Watching what you spend on “nice-to-haves” may show you where to save. Add up what you spend on eating out, take-out coffee and food, and impulse purchases for a week. The total may be incentive to cut these things out—or limit treating yourself to just once in a while.

Save more.

A simple way to save regularly is to make it automatic. That means scheduled, regular, automatic transfers into a savings or retirement account. If the money isn’t in your checking account, you are less likely to spend it frivolously.

Invest more.

One of the best ways to give your money a chance to grow over the long term is by investing in a mix of stock mutual funds. That means being comfortable with market ups and downs. Your investment choices are as important as how much you invest.

Pay down debt.

Pay down debt with the highest interest rate first, which is usually a credit card. Consider paying more than the minimum each month. Check your credit card statement to see how long it will take to pay off the balance—and how much it will cost.

Save for an emergency.

Managing your money would be much easier if life went exactly as planned, but it seldom does. That’s why an emergency fund is essential for dealing with everything from a blown transmission to a lost job. Fidelity suggests a cash reserve to cover three to six months of expenses.
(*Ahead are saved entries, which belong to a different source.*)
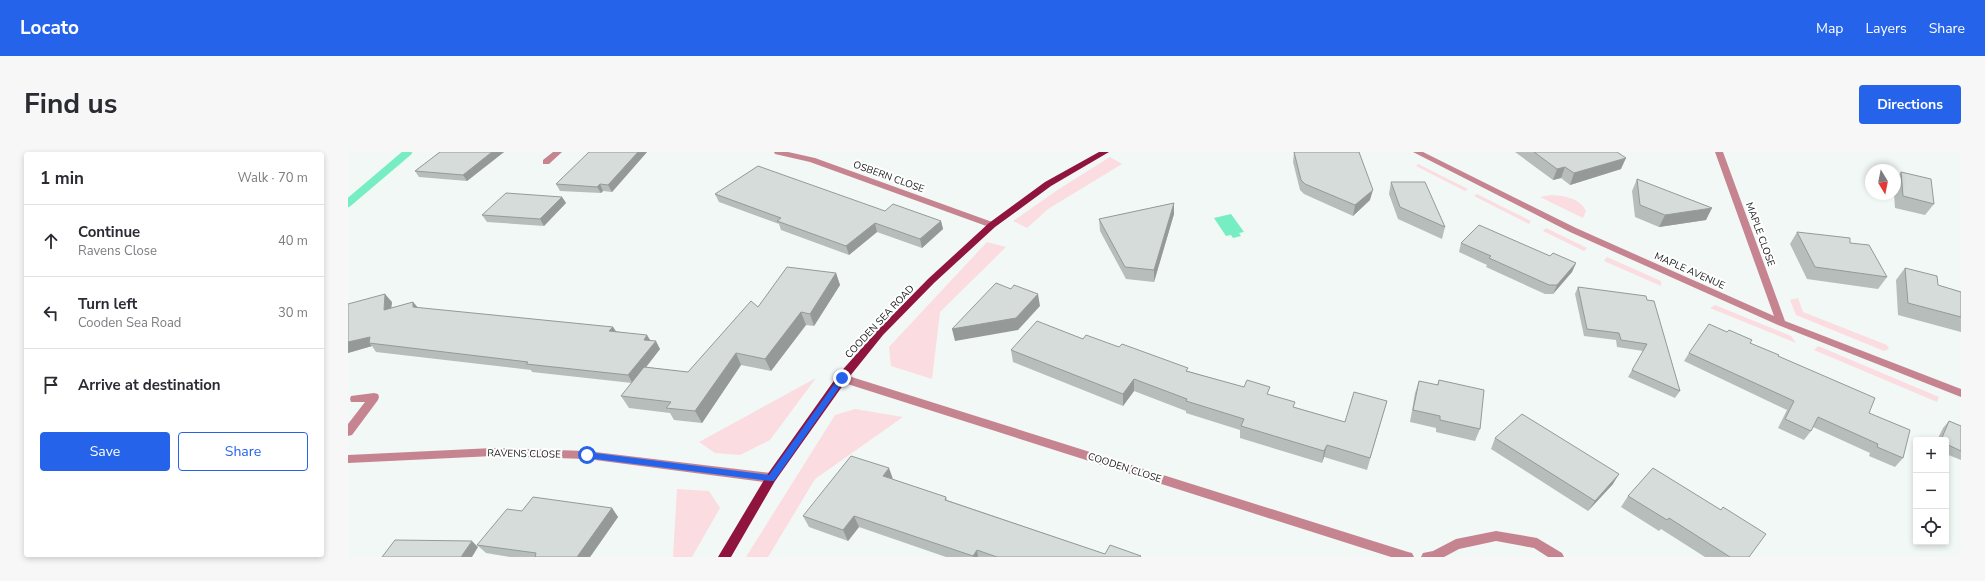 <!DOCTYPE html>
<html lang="en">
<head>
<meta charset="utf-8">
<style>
  :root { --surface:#fff; --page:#f7f7f7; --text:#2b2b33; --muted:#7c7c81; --line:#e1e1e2; --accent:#2563eb }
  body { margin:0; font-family:"Nunito Sans",sans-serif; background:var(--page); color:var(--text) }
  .controls { position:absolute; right:12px; bottom:12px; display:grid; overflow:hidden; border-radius:4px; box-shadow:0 2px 6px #0003 }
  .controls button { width:36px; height:36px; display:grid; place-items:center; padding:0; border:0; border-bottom:1px solid var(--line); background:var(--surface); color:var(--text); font:20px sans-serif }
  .compass { position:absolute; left:1517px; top:12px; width:36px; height:36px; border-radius:50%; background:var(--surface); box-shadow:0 2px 6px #0003; rotate:170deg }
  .stop { position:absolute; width:12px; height:12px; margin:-9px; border:3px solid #2563eb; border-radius:50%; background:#fff }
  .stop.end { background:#2563eb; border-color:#fff; box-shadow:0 1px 4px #0008 }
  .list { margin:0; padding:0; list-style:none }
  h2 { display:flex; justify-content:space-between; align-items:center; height:52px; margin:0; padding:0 16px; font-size:17px }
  h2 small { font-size:13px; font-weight:400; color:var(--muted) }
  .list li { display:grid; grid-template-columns:26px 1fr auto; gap:12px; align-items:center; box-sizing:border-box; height:72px; padding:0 16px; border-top:1px solid var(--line) }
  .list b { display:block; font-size:15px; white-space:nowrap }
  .list p { margin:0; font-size:13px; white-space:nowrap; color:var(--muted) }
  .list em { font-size:13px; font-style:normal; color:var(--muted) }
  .actions { display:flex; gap:8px; padding:12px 16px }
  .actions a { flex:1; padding:9px 0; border:1px solid var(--accent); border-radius:4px; text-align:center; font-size:14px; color:var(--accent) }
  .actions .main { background:var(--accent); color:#fff }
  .icon { flex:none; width:22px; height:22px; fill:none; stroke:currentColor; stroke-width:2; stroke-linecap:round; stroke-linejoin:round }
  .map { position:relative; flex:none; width:1613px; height:405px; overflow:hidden; border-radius:4px }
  header { display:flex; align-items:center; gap:24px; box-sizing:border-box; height:56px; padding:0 20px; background:var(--accent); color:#fff }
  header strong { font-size:19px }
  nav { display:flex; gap:22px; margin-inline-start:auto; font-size:14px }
  .intro { display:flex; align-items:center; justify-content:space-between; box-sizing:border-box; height:96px; padding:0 24px }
  h1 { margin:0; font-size:28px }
  .button { padding:10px 18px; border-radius:4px; background:var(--accent); color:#fff; font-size:14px; font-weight:700 }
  main { display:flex; gap:24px; padding:0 24px }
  aside { flex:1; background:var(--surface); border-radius:4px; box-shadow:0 2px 6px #0003 }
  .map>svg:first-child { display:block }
</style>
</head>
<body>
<header>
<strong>Locato</strong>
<nav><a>Map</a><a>Layers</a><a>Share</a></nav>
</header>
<div class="intro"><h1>Find us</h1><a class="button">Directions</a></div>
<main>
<aside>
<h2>1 min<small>Walk · 70 m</small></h2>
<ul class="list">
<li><svg class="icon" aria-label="ahead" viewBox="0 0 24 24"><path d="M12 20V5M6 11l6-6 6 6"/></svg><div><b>Continue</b><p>Ravens Close</p></div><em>40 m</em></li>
<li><svg class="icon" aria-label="left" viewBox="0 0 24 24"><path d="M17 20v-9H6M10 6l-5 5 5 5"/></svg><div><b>Turn left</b><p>Cooden Sea Road</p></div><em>30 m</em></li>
<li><svg class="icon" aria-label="arrive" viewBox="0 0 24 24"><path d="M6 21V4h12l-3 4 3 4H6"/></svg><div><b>Arrive at destination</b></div></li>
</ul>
<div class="actions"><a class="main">Save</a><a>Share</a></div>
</aside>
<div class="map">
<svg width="1613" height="405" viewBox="0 0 1613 405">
  <rect width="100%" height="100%" fill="#f2f8f5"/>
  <!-- green -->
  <path fill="#fbdce0" d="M762,5l12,7 -74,45 -21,19 -14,-7 46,-32z
    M1070,12l50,25 -3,2 -49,-25z
    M1129,42l54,27 -2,3 -55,-28z
    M1203,43c14,1 29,3 35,16l-3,7 -43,-21z
    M1198,76l41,20 -3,3 -41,-20z
    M639,90l19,5 -66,65 -8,67 -41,-13 -2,-19z
    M1259,105l54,24v5l-57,-25z
    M1450,146l5,14 84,33 2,4 -5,2 -88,-36 -6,-15z
    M1367,153l76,31 5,7 -86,-35z
    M1470,194l121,51 -2,5 -123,-52z
    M468,226l-46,62 -30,15 -25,-2 -16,-11z
    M507,257l48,8 -88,62 -47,78h-22l89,-142z
    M329,337l32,2 11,17 -28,49h-19z"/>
  <!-- water -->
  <path fill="#76edc3" d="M883,62l13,18 -5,1 2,3 -8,2 -2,-3 -5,1 -12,-18z"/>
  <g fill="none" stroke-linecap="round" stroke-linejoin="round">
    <!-- stream -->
    <path stroke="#76edc3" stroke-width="8" d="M0,51l60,-51"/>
    <!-- minor -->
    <path fill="#c68490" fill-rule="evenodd" d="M205,0h9l-13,12h-6v-4z
      M426,0h14l27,6 180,65 1,2 -4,3 -3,-1 -179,-65 -35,-8z
      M1065,0h10l153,76 198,88 -59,-164h8l62,169 176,68v8l-183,-72 -208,-93z
      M494,222l566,178 4,1 2,4h-23l-553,-176 -1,-3z
      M26,241l4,1 1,3 -1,3 -26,35 -4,1v-12l17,-22h-14l-1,-3 1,-3z
      M145,296l94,3 184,22 4,2 2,3 -2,3 -4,2 -184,-24 -94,-3 -145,7v-8z
      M1148,379l41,7 25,15 2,4h-16l-14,-9 -38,-7 -37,8 -15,8h-23l2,-4 10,-2 23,-12z"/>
    <!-- major -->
    <path fill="#8f143e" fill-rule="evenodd" d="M751,0h10l-58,34 -56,41 -61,56 -51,52 -37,46 -71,100 -44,76h-13l49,-82 71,-100 39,-44 51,-52 61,-56 56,-41z"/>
  </g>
  <!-- wall -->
  <path fill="#b7bdbb" d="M92,0h64l-37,29 -48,-4 -4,-6z
    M241,0h58l-35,40 -9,-1 -2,2 -41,-2 -4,-7z
    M946,0l76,48 -17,16 -49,-22 -4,-4 -7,-28z
    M1167,0h102l4,17 -51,16 -9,-7 -8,2z
    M1553,20l33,32 -9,11 -30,-7 -1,-14h1v-13z
    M1289,27l69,41 -47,7 -24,-10 -3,-26z
    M1043,30l54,45 -3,12 -44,-20 -9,-25z
    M367,42l170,17 56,10 2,8 -21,19 -45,-16 -28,23 -68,-25 -2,-6 -60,-22z
    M214,45l4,6 -22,23 -57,-4 -5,-7z
    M826,51v11l-20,68 -28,-3 -26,-48 -1,-12z
    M1449,80l53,11 37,34 -9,12 -71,-10 -17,-35z
    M1113,91l89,13 26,7 -4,9 -19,22h-8l-59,-27 1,-2 -28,-13z
    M1557,116l33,17 23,7v40l-63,-17 -2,-35z
    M488,121l4,12 -26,41 -8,-1 -35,46 -30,-6 -39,58 -28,-3 -4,-7 -41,-5 -8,-12 11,-13 -100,-11 -1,-2 -155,-18 -4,-6 -24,7 44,-51 -1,6 22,-6 5,6 195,19 3,4 34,9 10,9 -14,18 42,5 70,-65z
    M1230,135l69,13 33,91 -5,7 -47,-21 15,-26 -26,-4 -1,-7 -32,-4 -9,-42z
    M735,187l36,8 69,24 81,24 25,12 51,15 42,-21 -20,69 -43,-13 -2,6 -82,-25v-8l-54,-17v-2l-52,-20 -11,15 -110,-44 -2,-12z
    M1402,191l28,13 91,57 34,45 -8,9 -26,-11 1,-3 -57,-26 -2,4 -7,9 -26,-12 9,-18 -103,-49 5,-8z
    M1091,228l41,49 -5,12 -39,-9v-4l-26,-6 5,-29 4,-12 18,4z
    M1601,269l12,5v34l-15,-6v-14h-9l6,-12z
    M1147,286l118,46 -25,27 -97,-62z
    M544,327l54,18 1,3 158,54 36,3h-195l-87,-30 -11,14 -39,-14 -6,-11z
    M1280,344l93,14 28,47h-44l-44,-28 -2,2 -38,-24z
    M264,356l6,9 -28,40h-80l-24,-4 -9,-8 45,-34z"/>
  <!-- shaded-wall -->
  <path fill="#959a98" d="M144,0h12l-37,29 -4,-6z
    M290,0h9l-35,40 -4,-7z
    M1278,6l-5,11 -51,16 4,-12z
    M1217,15l-4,11 -8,2 4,-11z
    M252,32l3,7 -2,2 -4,-6z
    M1025,38l-3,10 -17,16 2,-11z
    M214,45l4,6 -22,23 -4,-7z
    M826,51v11l-20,68v-12z
    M1364,56l-6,12 -47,7 6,-12z
    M593,69l2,8 -21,19 -2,-9z
    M527,71l2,9 -28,23 -3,-9z
    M1228,111l-4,9 -19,22 4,-9z
    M488,121l4,12 -26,41 -4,-12z
    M37,142l7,8 -2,16 -6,-8z
    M690,142l2,12 -22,24 -63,11 -3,-12z
    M65,150l7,8 -7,-3z
    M453,160l5,13 -35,46 -6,-12z
    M265,175l5,8 -9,-4z
    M299,183l5,8 -8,-3z
    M22,185l-1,6 3,3 -24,7v-11z
    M308,189l4,8 -27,35 -5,-9z
    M388,201l5,12 -39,58 -7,-12z
    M786,227v12l-11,15v-12z
    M979,293l-3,12 -2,6 2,-12z
    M541,316l4,11 -10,-3z
    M1271,322l-6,10 -25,27 7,-10z
    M264,356l6,9 -28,40h-13z
    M506,364l5,11 -11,14 -5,-11z
    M124,389l6,6 -6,10h-11z
    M629,398l1,7h-5v-1z"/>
  <!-- building -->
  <path fill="#d5dcd9" stroke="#959a98" d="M92,0h52l-29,23 -48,-4z
    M241,0h49l-30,33 -8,-1 -3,3 -41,-3z
    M946,0h65l14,38 -18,15 -50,-21 -4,-4z
    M1186,0h83l9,6 -52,15 -9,-6 -8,2z
    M410,14l127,45 8,-7 48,17 -21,18 -45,-16 -29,23 -69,-25 4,-3 -66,-24z
    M1553,20l30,7 3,25 -31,-8z
    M1289,27l75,29 -47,7 -25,-10z
    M1043,30h34l20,45 -45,-20z
    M158,41l56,4 -22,22 -58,-4z
    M826,51l-20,67 -29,-3 -26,-48z
    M1131,73l71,31 3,-3 23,10 -19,22h-8l-60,-27 2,-2 -30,-13z
    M1449,80l53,6v5l19,2 18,32 -72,-10z
    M439,115l49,6 -26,41 -9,-2 -36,47 -29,-6 -41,58 -29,-3 5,-6 -50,-6 23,-29 44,5 63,-71 7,6z
    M1557,116l32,8 1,9 23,7v25l-53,-14z
    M648,131l15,6 3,-4 24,9 -22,24 -64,11z
    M1230,135l68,9 1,4 7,1 26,90 -48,-21 15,-26 -26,-4 -2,-7 -32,-4z
    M37,142l-1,16 29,-8v5l200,20 -4,4 38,4 -3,5 12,1 -28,34 -102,-11 2,-2 -159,-19 1,-6 -22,5v-38z
    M689,169l46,18 3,-4 33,12 3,-3 66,24 -2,3 58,16 3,-7 23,7 -3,7 28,8 -2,5 52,15 9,-30 33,9 -17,57 -43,-13 -3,6 -83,-25 3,-7 -58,-18 1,-2 -53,-20 -11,15 -112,-44z
    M1361,172l18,8 2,-2 23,10 -2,3 29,12 -1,1 97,42 -6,15 41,17 -7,28 -26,-11 1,-3 -60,-27 -7,14 -26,-12 9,-18 -105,-48z
    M1091,228l45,10 -4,39 -40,-9v-4l-27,-6 6,-29 19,4z
    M1174,262l97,60 -24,27 -100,-63z
    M1601,269l12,5v25l-15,-7v-4h-5z
    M503,304l38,12 -6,8 63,21 -1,3 160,54 5,-9 31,11 -1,1h-143l-20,-7 -4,6 -119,-40 -11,14 -40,-14z
    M1305,316l68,42 2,-3 43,27 -17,23h-19l-61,-39 -2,2 -39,-24z
    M185,345l79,11 -35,49h-42l1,-4 -59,-8 30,-36 15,2z
    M47,388l77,1 -11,16h-79z"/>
  <!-- route -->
  <path fill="#2563eb" d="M492,224l6,2 -72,103h-3l-184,-23 -4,-3 4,-3 182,23z"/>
  <g text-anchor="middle" stroke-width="4" stroke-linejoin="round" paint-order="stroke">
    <!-- street labels -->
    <g font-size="10" fill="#191b1a" stroke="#fff">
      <text transform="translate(541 24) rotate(20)" y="4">OSBERN CLOSE</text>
      <text transform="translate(1413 82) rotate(70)" y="4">MAPLE CLOSE</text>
      <text transform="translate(1342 118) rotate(24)" y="4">MAPLE AVENUE</text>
      <text transform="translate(531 169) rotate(-47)" y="4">COODEN SEA ROAD</text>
      <text transform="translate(176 301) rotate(1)" y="4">RAVENS CLOSE</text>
      <text transform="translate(777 315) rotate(18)" y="4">COODEN CLOSE</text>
    </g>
  </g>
</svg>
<div class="controls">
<button>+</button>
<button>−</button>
<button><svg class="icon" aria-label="locate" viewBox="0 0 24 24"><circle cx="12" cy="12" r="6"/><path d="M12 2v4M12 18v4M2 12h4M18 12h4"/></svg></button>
</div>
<svg class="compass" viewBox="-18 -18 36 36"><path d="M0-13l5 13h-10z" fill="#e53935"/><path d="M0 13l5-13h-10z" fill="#7c7c81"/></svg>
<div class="stop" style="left:239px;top:303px"></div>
<div class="stop end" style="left:494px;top:226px"></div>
</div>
</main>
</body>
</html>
You don’t have to micromanage every penny. Look at your spending and saving in three categories—essential spending, retirement, and short-term savings. Knowing where your money is going can help make an informed decision about how to allocate it.

Save for retirement.

Aim to save at least 15% of your pretax income each year to help ensure that you can live your current lifestyle in retirement. Even upping your saving just 1% can make a big difference in what you have 20 or 30 years down the road.

Buy a home.

Before buying, carefully consider all the factors surrounding your decision. Take a step back and evaluate how much you can comfortably afford. Figuring out how owning a home fits into your budget can help you avoid any pitfalls.

Save for college.

Make the most of tax-advantaged accounts like 529 plans that let your money grow tax free. It makes a bigger difference than you might think. And saving for college in a 529 plan will have a low impact on financial aid.

Learn about finances.

Spending wisely, saving what you can, managing debt, paying bills on time, investing, and having money tucked away, can make you feel good. And knowing where your money is going may mean more money for you to enjoy what’s really important to you.